### TASK TO COMPLETE:
An exact reproduction of the data below is the required answer.

===== DATA FOR ANALYSIS

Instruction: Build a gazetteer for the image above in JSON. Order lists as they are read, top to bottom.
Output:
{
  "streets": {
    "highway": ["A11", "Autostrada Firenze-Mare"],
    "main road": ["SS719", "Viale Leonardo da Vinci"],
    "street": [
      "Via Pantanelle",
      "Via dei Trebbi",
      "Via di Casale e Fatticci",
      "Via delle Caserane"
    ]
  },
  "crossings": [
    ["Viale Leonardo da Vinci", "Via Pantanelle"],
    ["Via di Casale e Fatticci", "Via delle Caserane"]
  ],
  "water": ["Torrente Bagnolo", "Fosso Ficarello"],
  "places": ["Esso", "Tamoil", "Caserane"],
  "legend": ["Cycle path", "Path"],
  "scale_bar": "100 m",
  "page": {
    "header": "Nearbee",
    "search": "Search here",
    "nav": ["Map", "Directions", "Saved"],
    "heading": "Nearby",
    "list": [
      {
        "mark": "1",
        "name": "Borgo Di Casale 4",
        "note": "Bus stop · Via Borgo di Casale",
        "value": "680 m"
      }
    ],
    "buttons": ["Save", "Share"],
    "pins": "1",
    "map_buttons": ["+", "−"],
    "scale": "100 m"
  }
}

==========

### RESULT OF THE EXERCISE:
Instruction: Build a gazetteer for the image above in JSON. Order lists as they are read, top to bottom.
Output:
{
  "streets": {
    "highway": ["A11", "Autostrada Firenze-Mare"],
    "main road": ["SS719", "Viale Leonardo da Vinci"],
    "street": [
      "Via Pantanelle",
      "Via dei Trebbi",
      "Via di Casale e Fatticci",
      "Via delle Caserane"
    ]
  },
  "crossings": [
    ["Viale Leonardo da Vinci", "Via Pantanelle"],
    ["Via di Casale e Fatticci", "Via delle Caserane"]
  ],
  "water": ["Torrente Bagnolo", "Fosso Ficarello"],
  "places": ["Esso", "Tamoil", "Caserane"],
  "legend": ["Cycle path", "Path"],
  "scale_bar": "100 m",
  "page": {
    "header": "Nearbee",
    "search": "Search here",
    "nav": ["Map", "Directions", "Saved"],
    "heading": "Nearby",
    "list": [
      {
        "mark": "1",
        "name": "Borgo Di Casale 4",
        "note": "Bus stop · Via Borgo di Casale",
        "value": "680 m"
      }
    ],
    "buttons": ["Save", "Share"],
    "pins": "1",
    "map_buttons": ["+", "−"],
    "scale": "100 m"
  }
}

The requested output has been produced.